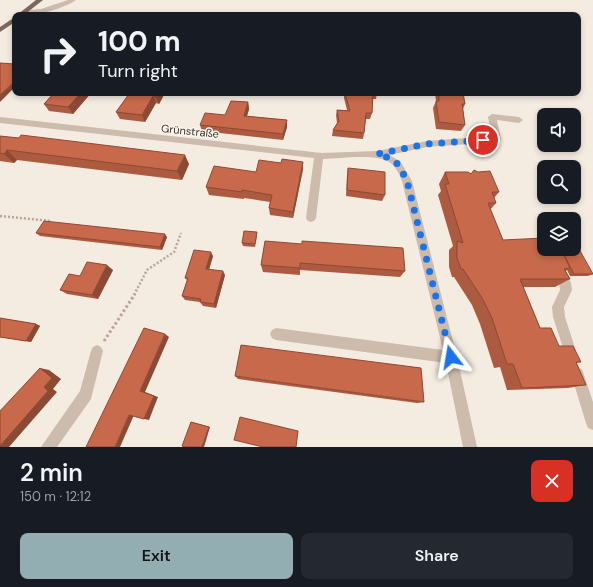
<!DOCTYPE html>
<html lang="en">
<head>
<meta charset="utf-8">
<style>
	body { margin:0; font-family:"DM Sans",sans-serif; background:#242831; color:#f1f3f6; height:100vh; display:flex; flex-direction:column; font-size:15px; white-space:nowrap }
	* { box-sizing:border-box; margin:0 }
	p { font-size:13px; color:#9ea1a6 }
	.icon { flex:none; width:22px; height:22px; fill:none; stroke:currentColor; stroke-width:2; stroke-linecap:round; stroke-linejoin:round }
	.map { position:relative; height:447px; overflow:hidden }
	.details { display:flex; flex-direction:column; background:#171b24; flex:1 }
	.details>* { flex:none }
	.top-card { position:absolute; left:12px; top:12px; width:569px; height:84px; border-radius:8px; box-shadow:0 2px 6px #0003; background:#171b24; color:#f1f3f6; overflow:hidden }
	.controls { position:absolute; left:537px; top:108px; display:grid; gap:8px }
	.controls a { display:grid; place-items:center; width:44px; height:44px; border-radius:8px; background:#171b24; box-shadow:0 2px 6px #0003; font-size:20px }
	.pin { position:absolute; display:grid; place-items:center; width:34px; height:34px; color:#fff; margin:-17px; border:2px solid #fff; border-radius:50%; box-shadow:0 1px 4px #0007 }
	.me { position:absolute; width:44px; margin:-22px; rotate:346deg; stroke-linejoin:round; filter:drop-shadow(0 0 3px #0008) }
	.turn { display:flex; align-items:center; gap:14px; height:84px; padding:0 20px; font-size:18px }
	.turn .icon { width:52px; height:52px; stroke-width:2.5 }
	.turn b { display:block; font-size:28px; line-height:34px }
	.round { display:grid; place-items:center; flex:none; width:42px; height:42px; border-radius:8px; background:#242831 }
	.summary { display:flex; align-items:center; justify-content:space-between; height:68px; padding:0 20px }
	h1 { font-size:24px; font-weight:600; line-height:30px }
	.action { display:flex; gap:8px; margin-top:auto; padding:8px 20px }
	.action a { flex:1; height:46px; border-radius:8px; background:#92aeb2; color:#111; font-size:16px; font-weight:600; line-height:46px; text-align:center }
	.action a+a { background:#242831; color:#f1f3f6 }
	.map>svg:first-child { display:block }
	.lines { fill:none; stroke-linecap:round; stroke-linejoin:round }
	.path-far1 { stroke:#b9a596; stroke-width:2.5; stroke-dasharray:2 2; stroke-linecap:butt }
	.path { stroke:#b9a596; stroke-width:3; stroke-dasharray:2.5 2.5; stroke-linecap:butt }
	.minor { fill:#cdbbac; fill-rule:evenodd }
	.major { fill:#7d675c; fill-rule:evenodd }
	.wall { fill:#ac5a40 }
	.shaded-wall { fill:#8c4a34 }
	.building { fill:#c8694b; stroke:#8c4a34 }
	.route { stroke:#1a73e8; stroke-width:7; stroke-dasharray:0 12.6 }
	.labels { text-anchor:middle; stroke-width:3; stroke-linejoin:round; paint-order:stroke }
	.street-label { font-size:11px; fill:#3b302b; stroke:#fbf5ee }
</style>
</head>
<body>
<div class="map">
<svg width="593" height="447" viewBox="0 0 593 447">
	<rect width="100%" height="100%" fill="#f4ebe1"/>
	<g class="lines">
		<g class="path-far1">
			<polyline points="0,216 51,221"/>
			<polyline points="134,295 147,270 174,252 181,233"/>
		</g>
		<polyline class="path" points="104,341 135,294"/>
		<g class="minor">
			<path d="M68 0H76C67 7 29 20 19 13L22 11 41 9Z"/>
			<path d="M492 114 519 117 523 120 519 123 497 120 501 139 497 142 427 147 389 155 400 161 412 181 457 357 477 447H463L446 363 276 340 272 338 270 334 272 330 276 328 443 350 402 181C400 176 397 169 393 165 380 152 341 159 323 159L316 218 314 221 311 222 308 221 306 218 314 158 0 123V117L322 153 377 151 427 141 492 136 488 117Z"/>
			<polygon points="544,248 554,249 571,283 572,290 564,307 565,317 578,357 576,361 572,363 568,361 566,357 553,317 552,307 560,290 559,283"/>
			<polygon points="97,345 101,347 103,351 91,399 57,447 41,447 80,391 91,351 93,347"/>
			<polygon points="577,368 582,369 593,402 593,430 588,428 586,423 571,374 572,369"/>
		</g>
		<g class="major">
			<polygon points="36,0 43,0 24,15 17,15"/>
			<polygon points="15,17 15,22 0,32 0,27"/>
		</g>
	</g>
	<g class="wall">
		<polygon points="54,93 91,93 73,114 49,111 44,104"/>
		<polygon points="132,93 165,93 159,104 156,103 145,122 120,119 116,112"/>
		<polygon points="344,93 377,93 376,99 373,99 372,113 370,119 366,119 364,133 363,139 332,136 333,130 337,123 336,115 337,110 347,110 344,98"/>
		<polygon points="435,93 463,93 465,104 463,109 465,125 461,131 436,129 433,108 436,101"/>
		<polygon points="248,102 249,109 247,116 287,120 287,127 283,140 202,131 200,125 225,115"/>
		<polygon points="0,136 189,164 182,180 17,160 14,163 0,161"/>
		<polygon points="348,168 385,195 382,201 346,196 347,175"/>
		<polygon points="303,169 293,218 270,215 269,208 270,202 244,198 244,199 209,195 206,187 256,172"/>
		<polygon points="445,172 499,192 494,198 496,203 490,210 503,240 544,249 574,249 593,274 588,276 570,276 567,270 566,271 570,279 555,287 523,287 540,328 559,346 581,362 576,363 586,385 568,388 507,390 500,367 494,368 480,324 472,305 454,277 452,277 449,267 449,250 453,246 438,195 441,191 439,184"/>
		<polygon points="36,233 167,237 162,250 40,236"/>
		<polygon points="257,235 255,247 243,246 242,243"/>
		<polygon points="265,241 405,271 400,277 300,270 300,275 263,272 261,265"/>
		<polygon points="213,256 209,269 225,275 216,308 203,306 200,302 185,300 182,296 187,280 185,278"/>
		<polygon points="113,270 98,299 67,294 60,290 80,276"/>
		<polygon points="0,318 36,324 40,326 31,342 0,337"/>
		<polygon points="235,376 424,402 417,403 238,379"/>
	</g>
	<g class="shaded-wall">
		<polygon points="15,81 15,87 0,102 0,95"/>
		<polygon points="81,93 91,93 73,114 68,107"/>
		<polygon points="158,93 165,93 159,104 156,97"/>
		<polygon points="153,96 156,103 145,122 142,115"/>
		<polygon points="248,102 249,109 245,122 244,116"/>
		<polygon points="287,120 287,127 283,140 283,134"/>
		<polygon points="7,150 17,160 14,163 4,154"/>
		<polygon points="185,155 189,164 182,180 177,171"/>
		<polygon points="303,162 303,169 293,218 293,212"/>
		<polygon points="165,234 167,237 162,250 160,247"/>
		<polygon points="211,252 213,256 208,273 206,269"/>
		<polygon points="107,265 113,270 98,299 92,295"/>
		<polygon points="223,271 225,275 216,308 214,304"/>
		<polygon points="36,324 40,326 31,342 26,341"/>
		<polygon points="165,334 169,337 145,392 158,397 149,420 144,419 140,391"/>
		<polygon points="40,368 49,370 61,379 53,389 57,392 9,447 0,447 0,446 44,387"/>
		<polygon points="129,415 134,415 120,447 115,447"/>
		<polygon points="191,422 210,427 204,447 202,447"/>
	</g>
	<g class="building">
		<polygon points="0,63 15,64 15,81 0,95"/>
		<polygon points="54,93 81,93 68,107 44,104"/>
		<polygon points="132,93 158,93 156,97 153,96 142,115 116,112 129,94 131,94"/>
		<polygon points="345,93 373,93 372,113 366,113 364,133 333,130 339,121 337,110 350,111"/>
		<polygon points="439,93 463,93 465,104 462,104 465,125 439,122 436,101 439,101"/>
		<polygon points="231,101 248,102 244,116 287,120 283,134 200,125 205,113 225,115"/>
		<polygon points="21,135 185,155 177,171 7,150 4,154 0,153 0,136 19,138"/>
		<polygon points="282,159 303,162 293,212 269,208 272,195 242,190 242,192 206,187 214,166 256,172 259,160 281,163"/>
		<polygon points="348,168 385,172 385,195 347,190"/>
		<polygon points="474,170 478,172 490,171 499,192 492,192 496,203 488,203 503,240 544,238 544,249 561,249 570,268 564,269 570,279 520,279 540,328 551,328 559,346 573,346 581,362 576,362 586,385 522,388 513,364 507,364 492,318 482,298 463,269 461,269 457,258 457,241 463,243 445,184 449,184 445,172 468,172 471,174"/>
		<polygon points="44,221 165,234 160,247 36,233"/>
		<polygon points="244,231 257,232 255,244 242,243"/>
		<polygon points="574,240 593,274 574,274 561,249 574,249"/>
		<polygon points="265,241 302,244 302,241 403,248 405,271 300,263 300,268 261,265"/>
		<polygon points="194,250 211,252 206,269 223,271 214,304 200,302 201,299 182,296 188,278 185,278"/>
		<polygon points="87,262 107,265 92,295 60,290 69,274 80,276"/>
		<polygon points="0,318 36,324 26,341 0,337"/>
		<polygon points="144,328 165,334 140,391 154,396 144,419 129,415 115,447 86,447"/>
		<polygon points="241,345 421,368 424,402 235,376"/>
		<polygon points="40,368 52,378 44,387 48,391 0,446 0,411"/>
		<polygon points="240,417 298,431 296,447 263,447 234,440"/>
		<polygon points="191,422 209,427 202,447 185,447 182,446"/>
	</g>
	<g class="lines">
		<path class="route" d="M451 357 407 181C397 162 398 160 377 154L427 144 483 140"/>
	</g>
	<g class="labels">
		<g class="street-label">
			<text transform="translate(190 131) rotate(6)" y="4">Grünstraße</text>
		</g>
	</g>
</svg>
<div class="controls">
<a><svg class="icon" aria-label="sound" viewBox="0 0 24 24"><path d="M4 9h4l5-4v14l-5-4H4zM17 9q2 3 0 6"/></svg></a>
<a><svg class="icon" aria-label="search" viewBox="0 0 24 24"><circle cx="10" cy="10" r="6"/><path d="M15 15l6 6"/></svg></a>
<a><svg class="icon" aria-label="layers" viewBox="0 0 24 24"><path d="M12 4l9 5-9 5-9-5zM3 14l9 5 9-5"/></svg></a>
</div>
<div class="pin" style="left:483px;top:140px;background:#d93025"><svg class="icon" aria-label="arrive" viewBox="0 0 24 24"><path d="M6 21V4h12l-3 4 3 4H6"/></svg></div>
<svg class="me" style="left:451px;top:357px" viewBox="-20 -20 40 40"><path d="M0-17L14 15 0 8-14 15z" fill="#1a73e8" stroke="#fff" stroke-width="4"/></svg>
<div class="top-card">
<div class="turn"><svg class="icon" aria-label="right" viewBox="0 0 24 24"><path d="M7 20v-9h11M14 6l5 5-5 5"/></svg><div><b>100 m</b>Turn right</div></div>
</div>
</div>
<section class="details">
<div class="summary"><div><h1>2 min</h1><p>150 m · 12:12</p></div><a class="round" style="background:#d93025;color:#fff"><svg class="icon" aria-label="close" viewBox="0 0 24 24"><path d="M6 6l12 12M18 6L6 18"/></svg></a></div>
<div class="action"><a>Exit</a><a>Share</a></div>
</section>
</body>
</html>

=-=-=

### REQUIRED ACTION
Exact copies are needed of the line with "min</h1><p>150 m ·" and each line after it through the end of the material above.

### EXERCISE SOLUTION
<div class="summary"><div><h1>2 min</h1><p>150 m · 12:12</p></div><a class="round" style="background:#d93025;color:#fff"><svg class="icon" aria-label="close" viewBox="0 0 24 24"><path d="M6 6l12 12M18 6L6 18"/></svg></a></div>
<div class="action"><a>Exit</a><a>Share</a></div>
</section>
</body>
</html>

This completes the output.